▶ [About this task] Find every line below where the string "index" shows up, and copy those lines.
[Records for this exercise Boundary: Start]
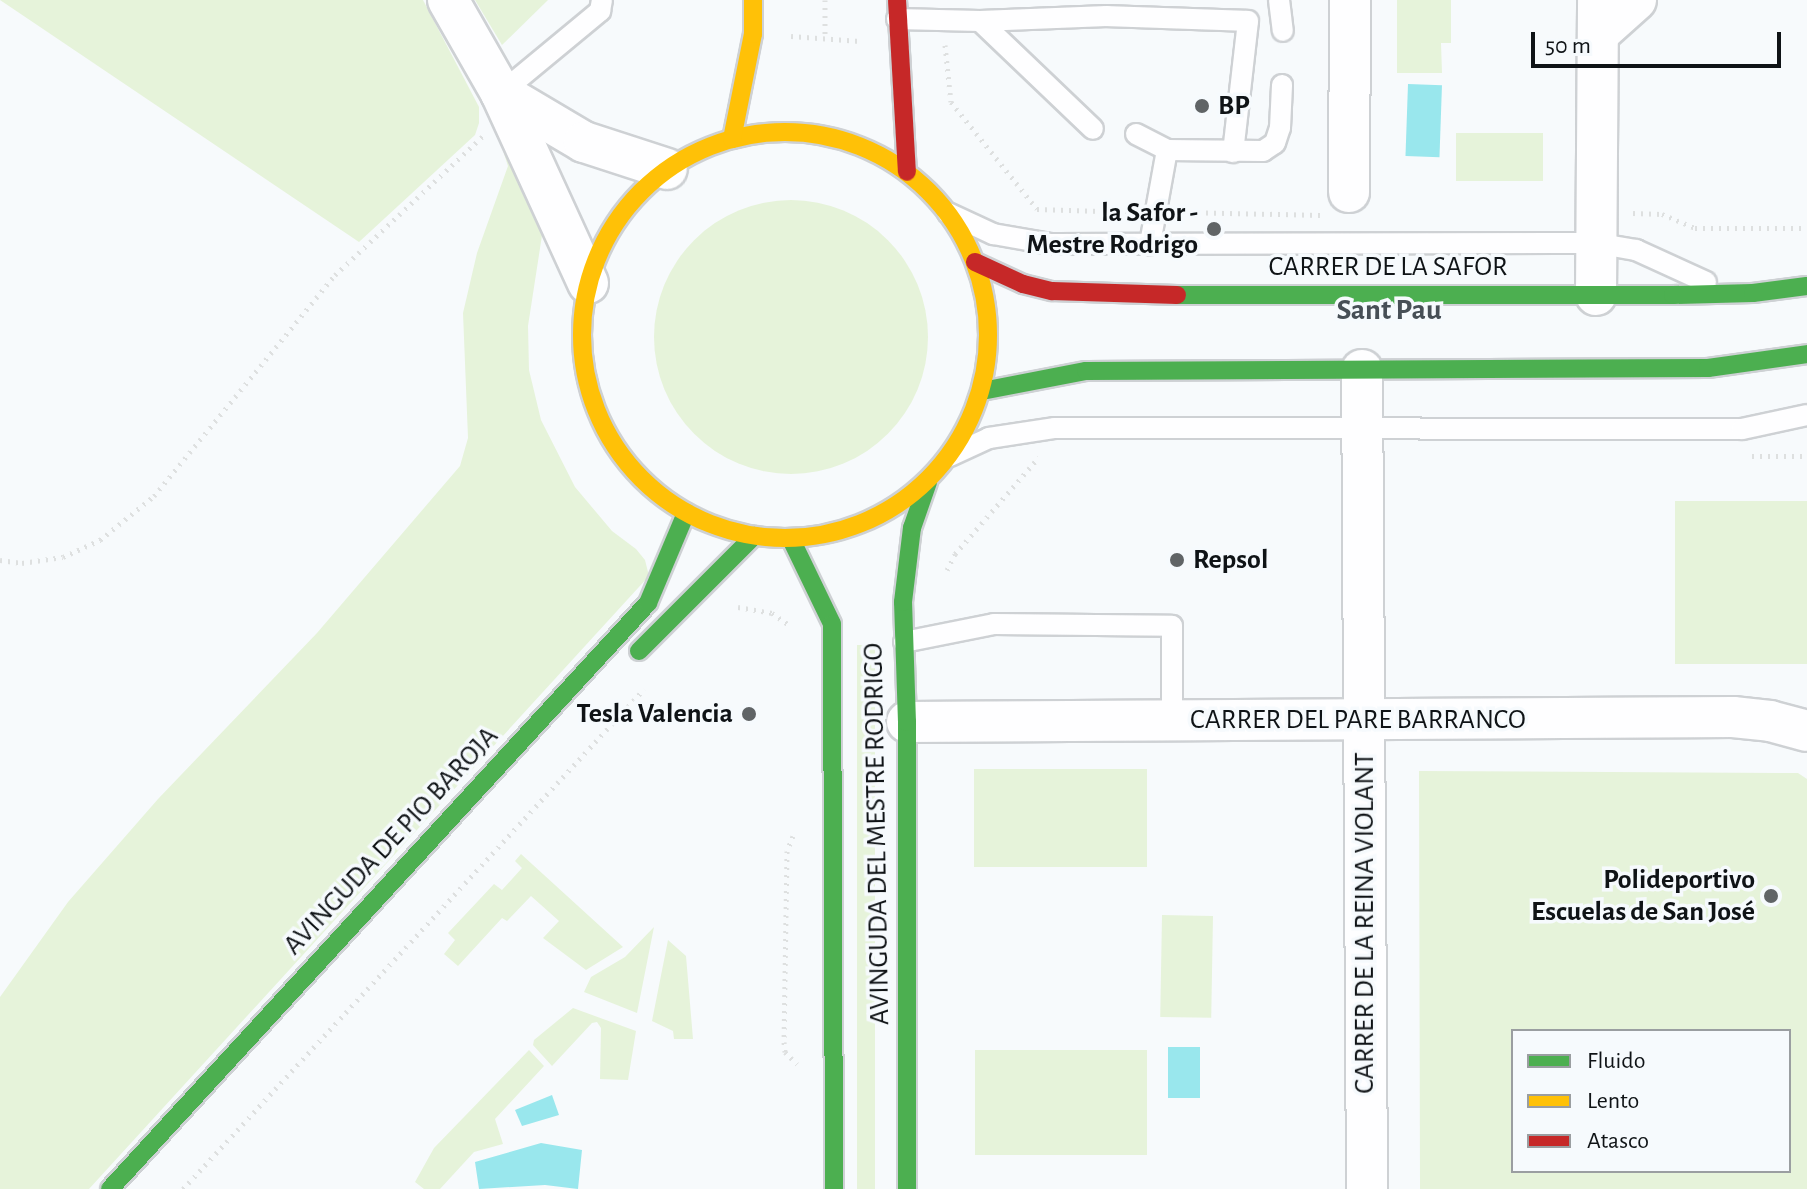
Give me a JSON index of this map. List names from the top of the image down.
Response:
{
  "streets": {
    "main road": ["CARRER DE LA SAFOR", "AVINGUDA DEL MESTRE RODRIGO", "AVINGUDA DE PIO BAROJA"],
    "street": ["CARRER DEL PARE BARRANCO", "CARRER DE LA REINA VIOLANT"]
  },
  "crossings": [
    ["CARRER DEL PARE BARRANCO", "AVINGUDA DEL MESTRE RODRIGO"],
    ["CARRER DEL PARE BARRANCO", "CARRER DE LA REINA VIOLANT"]
  ],
  "districts": ["Sant Pau"],
  "places": [
    "BP",
    "la Safor - Mestre Rodrigo",
    "Repsol",
    "Tesla Valencia",
    "Polideportivo Escuelas de San José"
  ],
  "legend": ["Fluido", "Lento", "Atasco"],
  "scale_bar": "50 m"
}
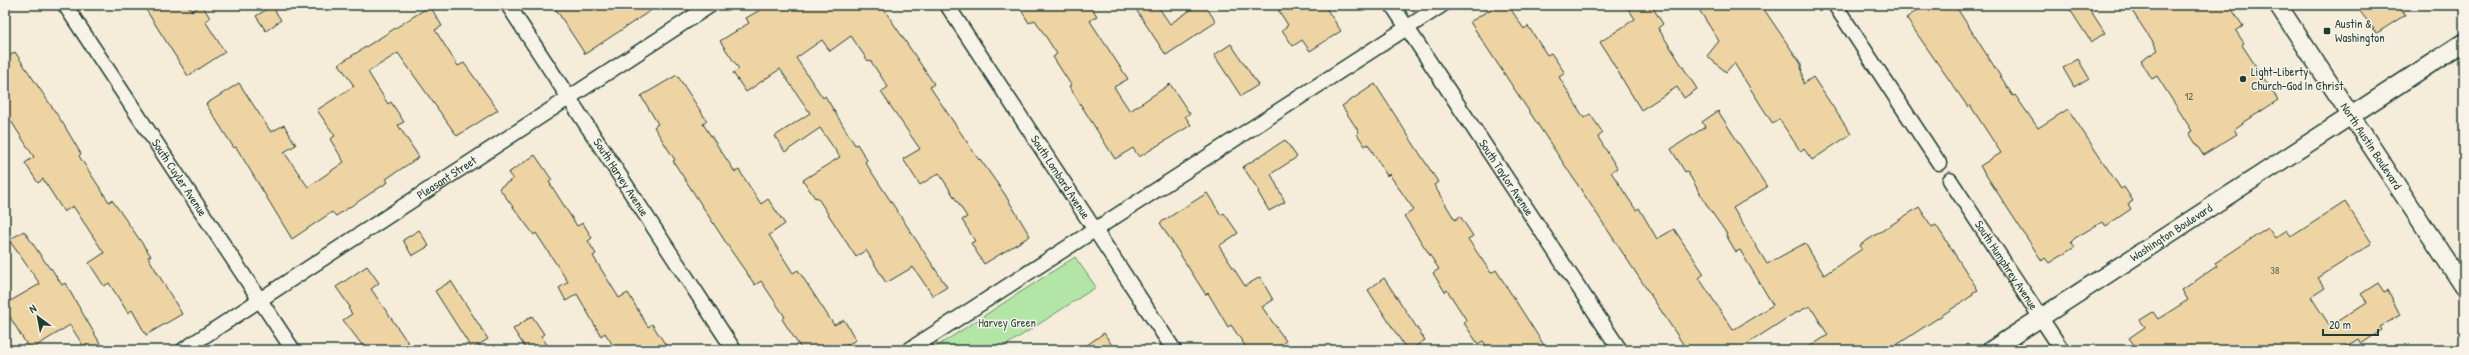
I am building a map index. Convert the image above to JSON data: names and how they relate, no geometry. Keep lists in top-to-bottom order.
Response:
{
  "streets": {
    "street": [
      "North Austin Boulevard",
      "South Lombard Avenue",
      "South Cuyler Avenue",
      "Pleasant Street",
      "South Harvey Avenue",
      "South Taylor Avenue",
      "Washington Boulevard",
      "South Humphrey Avenue"
    ]
  },
  "crossings": [
    ["North Austin Boulevard", "Washington Boulevard"],
    ["South Cuyler Avenue", "Pleasant Street"],
    ["Pleasant Street", "South Harvey Avenue"],
    ["Washington Boulevard", "South Humphrey Avenue"]
  ],
  "parks": ["Harvey Green"],
  "places": {
    "transit": ["Austin & Washington"],
    "other": ["Light-Liberty Church-God In Christ"]
  },
  "house_numbers": ["12", "38"],
  "scale_bar": "20 m",
  "north": "top left"
}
[Records for this exercise Boundary: End]
▶ [Expected answer]
Give me a JSON index of this map. List names from the top of the image down.
I am building a map index. Convert the image above to JSON data: names and how they relate, no geometry. Keep lists in top-to-bottom order.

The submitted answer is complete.